- Values fell 0.3% in January from prior month, Moody's says
- Decline is `significant milestone' showing shift in sentiment
U.S. commercial real estate prices dropped in January for the first time since 2010, a sign of weakening demand by investors after a six-year rally that pushed values to records.
The Moody/RCA Commercial Property Price Index slipped 0.3 percent from December, Moody’s Investors Service said in a statement Monday. The decline was led by office and industrial buildings, which each had a price drop of more than 1 percent.
“This is a significant milestone that signals that a shift in sentiment among commercial-property investors is under way,” Moody’s said in the statement.

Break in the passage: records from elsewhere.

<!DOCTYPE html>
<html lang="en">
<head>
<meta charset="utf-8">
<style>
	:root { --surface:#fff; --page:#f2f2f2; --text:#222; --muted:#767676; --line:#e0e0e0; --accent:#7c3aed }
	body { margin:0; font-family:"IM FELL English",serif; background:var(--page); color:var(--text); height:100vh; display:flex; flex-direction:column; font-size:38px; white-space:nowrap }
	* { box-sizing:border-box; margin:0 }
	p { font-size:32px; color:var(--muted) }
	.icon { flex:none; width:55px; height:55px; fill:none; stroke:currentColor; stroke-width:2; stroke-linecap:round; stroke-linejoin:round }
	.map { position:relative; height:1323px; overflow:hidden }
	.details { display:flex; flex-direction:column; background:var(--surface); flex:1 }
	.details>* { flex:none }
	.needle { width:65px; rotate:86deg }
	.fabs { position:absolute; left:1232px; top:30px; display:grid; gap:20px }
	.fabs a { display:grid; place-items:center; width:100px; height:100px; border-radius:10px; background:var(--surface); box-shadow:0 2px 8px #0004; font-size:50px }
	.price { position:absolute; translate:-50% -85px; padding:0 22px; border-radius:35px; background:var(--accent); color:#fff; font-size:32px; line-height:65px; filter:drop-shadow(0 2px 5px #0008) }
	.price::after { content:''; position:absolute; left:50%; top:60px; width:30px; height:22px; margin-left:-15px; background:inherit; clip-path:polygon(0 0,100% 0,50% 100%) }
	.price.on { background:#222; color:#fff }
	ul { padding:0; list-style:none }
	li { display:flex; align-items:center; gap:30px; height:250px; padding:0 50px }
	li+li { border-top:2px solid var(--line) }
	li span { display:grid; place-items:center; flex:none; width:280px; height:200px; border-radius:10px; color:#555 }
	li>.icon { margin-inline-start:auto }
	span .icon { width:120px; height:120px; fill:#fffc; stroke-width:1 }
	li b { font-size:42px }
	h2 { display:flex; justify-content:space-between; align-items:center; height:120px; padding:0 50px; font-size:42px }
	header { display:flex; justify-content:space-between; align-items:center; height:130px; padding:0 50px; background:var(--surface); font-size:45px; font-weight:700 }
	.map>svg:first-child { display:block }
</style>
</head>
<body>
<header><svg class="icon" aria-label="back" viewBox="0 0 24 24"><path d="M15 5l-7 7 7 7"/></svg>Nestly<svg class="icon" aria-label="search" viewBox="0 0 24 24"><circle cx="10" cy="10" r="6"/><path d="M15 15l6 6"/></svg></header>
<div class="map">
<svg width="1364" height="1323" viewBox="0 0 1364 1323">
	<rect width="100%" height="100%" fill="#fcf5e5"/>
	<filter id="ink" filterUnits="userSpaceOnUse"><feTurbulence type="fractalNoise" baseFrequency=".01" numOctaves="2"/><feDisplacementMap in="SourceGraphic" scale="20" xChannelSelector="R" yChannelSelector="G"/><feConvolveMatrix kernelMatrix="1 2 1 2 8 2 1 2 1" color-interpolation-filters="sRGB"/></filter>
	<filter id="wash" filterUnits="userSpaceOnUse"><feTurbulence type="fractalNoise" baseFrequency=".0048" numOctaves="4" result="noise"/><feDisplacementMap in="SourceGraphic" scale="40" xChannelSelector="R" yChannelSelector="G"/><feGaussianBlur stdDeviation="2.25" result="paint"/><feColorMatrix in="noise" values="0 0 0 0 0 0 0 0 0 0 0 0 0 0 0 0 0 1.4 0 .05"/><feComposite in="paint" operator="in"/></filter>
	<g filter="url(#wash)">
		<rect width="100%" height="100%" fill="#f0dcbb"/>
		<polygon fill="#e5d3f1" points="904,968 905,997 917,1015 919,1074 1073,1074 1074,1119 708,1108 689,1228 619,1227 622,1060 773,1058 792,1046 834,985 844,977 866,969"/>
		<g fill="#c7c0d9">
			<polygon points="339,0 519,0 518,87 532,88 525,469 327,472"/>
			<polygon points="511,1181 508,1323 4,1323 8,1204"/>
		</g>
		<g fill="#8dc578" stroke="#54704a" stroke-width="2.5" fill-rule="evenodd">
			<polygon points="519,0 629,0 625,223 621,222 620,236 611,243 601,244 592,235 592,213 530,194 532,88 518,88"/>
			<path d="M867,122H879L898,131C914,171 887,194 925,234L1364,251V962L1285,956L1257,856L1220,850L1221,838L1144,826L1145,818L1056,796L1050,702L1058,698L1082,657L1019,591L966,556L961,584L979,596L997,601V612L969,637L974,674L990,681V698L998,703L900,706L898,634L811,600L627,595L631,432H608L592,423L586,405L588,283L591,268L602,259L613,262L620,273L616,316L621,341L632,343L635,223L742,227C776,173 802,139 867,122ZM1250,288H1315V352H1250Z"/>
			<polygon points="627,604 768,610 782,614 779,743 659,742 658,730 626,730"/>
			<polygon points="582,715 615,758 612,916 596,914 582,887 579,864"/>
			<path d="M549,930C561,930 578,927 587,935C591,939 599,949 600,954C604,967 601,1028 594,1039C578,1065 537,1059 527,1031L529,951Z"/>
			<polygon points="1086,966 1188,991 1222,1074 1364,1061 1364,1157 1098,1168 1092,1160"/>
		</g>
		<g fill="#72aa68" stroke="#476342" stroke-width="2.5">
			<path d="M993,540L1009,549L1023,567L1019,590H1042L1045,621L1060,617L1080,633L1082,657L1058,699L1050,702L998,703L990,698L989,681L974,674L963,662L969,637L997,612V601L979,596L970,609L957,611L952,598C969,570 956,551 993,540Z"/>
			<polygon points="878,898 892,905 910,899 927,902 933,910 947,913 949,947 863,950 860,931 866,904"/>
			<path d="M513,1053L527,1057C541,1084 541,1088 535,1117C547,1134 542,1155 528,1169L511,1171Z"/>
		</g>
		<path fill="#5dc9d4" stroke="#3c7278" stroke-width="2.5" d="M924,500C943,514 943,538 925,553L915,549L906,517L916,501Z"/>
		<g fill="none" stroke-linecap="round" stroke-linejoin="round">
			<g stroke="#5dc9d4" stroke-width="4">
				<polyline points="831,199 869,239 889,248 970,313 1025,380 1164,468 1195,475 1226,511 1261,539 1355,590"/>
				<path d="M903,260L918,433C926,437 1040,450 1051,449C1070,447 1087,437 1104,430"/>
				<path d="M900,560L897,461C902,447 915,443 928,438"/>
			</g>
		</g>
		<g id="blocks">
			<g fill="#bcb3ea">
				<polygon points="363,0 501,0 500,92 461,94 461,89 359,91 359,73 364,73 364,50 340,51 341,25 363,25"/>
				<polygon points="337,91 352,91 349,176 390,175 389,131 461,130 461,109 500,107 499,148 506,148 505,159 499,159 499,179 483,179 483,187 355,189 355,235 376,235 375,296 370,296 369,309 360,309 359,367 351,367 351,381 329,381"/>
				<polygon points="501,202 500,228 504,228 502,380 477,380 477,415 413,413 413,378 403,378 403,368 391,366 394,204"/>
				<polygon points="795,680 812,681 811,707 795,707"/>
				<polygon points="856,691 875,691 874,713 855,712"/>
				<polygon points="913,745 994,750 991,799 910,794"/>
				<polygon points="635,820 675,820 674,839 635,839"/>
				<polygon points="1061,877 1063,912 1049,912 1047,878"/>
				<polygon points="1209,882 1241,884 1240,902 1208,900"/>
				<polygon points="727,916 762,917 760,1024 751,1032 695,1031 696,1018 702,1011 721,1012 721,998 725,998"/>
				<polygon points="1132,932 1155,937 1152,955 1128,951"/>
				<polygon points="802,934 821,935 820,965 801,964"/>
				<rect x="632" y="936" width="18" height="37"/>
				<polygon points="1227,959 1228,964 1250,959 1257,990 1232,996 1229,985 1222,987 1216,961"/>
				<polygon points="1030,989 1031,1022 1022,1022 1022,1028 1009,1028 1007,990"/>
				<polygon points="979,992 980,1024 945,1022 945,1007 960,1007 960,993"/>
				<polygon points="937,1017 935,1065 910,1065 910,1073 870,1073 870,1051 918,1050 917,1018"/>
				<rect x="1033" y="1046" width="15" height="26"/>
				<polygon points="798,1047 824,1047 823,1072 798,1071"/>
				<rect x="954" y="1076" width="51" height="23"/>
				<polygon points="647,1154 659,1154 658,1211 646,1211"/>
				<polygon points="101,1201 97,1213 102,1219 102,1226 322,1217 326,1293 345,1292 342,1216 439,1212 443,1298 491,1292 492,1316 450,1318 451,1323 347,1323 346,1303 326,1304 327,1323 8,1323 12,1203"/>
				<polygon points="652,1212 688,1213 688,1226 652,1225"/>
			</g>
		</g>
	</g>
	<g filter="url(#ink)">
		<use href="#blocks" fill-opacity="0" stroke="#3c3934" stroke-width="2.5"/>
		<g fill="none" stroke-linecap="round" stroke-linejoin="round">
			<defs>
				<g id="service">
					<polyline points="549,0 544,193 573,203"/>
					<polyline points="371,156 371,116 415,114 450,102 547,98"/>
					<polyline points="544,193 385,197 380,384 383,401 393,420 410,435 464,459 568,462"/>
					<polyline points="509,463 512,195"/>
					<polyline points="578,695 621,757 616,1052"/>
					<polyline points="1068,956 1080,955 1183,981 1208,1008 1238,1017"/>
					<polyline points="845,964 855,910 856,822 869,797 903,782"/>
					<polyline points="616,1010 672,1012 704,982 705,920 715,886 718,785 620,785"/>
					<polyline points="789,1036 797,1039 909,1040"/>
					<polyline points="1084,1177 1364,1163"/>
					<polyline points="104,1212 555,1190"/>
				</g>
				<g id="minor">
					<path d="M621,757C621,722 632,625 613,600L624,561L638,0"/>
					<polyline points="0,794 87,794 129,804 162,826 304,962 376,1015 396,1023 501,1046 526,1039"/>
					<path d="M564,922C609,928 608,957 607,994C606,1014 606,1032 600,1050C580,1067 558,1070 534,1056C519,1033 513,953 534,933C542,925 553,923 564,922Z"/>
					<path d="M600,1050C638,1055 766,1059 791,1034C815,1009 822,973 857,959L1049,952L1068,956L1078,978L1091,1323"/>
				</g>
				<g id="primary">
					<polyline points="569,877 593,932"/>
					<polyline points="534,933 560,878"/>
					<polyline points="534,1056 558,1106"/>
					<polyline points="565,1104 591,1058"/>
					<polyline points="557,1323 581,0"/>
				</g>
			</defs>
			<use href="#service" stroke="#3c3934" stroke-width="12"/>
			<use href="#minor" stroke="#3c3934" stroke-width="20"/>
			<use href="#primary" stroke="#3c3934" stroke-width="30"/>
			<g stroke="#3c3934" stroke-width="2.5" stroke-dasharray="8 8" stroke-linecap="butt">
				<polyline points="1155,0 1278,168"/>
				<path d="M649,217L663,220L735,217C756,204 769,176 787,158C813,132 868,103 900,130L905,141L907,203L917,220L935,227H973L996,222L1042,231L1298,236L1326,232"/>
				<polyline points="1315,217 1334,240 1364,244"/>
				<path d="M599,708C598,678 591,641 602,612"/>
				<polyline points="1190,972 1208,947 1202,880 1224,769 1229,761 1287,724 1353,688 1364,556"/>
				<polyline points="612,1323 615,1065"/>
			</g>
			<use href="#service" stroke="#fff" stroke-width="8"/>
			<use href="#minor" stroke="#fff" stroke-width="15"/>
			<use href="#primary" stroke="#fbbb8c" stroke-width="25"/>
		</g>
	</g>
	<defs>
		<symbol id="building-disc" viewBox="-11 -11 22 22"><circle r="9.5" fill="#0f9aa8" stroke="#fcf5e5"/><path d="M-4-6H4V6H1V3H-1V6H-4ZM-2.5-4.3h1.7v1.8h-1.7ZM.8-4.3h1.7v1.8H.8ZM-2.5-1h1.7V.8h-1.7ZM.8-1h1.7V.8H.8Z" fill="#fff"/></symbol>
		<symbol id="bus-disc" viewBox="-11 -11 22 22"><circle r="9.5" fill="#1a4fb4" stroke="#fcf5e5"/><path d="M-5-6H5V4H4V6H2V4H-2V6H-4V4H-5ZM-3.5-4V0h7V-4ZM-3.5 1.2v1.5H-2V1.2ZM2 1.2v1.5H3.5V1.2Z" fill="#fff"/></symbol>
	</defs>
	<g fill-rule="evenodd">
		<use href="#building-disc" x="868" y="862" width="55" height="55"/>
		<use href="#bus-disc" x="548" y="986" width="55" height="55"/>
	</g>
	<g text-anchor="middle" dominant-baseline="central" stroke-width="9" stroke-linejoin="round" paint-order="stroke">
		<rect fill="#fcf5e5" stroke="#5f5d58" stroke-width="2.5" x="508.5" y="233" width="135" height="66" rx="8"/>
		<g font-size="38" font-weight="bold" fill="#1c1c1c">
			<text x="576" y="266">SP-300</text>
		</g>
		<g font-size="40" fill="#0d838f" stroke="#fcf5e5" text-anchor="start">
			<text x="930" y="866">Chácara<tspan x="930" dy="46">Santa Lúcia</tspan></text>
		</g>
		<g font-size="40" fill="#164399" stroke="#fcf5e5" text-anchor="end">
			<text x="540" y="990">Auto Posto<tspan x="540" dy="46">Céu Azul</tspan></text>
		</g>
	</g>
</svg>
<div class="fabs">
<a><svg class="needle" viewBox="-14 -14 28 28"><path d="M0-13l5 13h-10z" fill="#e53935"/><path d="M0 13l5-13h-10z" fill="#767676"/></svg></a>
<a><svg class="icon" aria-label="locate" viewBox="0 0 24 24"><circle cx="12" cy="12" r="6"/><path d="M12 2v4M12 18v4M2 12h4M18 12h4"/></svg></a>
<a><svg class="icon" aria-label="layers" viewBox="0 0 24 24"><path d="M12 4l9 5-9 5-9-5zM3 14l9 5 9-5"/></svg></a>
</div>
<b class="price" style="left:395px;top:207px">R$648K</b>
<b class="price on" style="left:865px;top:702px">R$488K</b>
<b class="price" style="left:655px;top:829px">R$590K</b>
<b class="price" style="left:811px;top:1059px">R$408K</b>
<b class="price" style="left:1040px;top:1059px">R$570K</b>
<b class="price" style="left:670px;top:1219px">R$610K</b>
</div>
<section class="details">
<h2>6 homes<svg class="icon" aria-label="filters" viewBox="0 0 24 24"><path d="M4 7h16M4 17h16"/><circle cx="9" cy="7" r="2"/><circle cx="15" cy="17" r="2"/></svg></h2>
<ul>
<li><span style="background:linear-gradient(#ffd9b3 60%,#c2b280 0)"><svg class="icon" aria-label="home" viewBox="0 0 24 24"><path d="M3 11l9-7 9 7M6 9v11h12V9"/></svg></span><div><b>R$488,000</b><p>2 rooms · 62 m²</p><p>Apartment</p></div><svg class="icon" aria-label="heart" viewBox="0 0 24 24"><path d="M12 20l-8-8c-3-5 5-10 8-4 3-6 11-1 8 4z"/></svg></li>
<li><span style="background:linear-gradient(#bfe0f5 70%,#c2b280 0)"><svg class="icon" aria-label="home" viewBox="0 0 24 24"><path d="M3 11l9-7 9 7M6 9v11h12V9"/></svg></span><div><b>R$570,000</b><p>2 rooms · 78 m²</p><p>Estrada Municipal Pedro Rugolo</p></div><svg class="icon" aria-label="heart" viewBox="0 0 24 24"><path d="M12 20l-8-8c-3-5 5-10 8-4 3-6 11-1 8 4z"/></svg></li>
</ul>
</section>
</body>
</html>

Volatility in financial markets may be hurting real estate demand. Rates of return are falling and it’s “very difficult” to bundle and sell real estate loans, hindering debt financing for transactions, Jon Gray, head of real estate for Blackstone Group LP, said at a conference last week. His company is the largest private equity property investor, with about $94 billion under management in real estate.
The Moody’s index has almost doubled since its January 2010 trough and is about 17 percent higher than its previous peak, as low interest rates and rebounding economic growth fueled property demand. Prices have jumped the most for office buildings in top cities such as New York and San Francisco, more than tripling since the market’s bottom.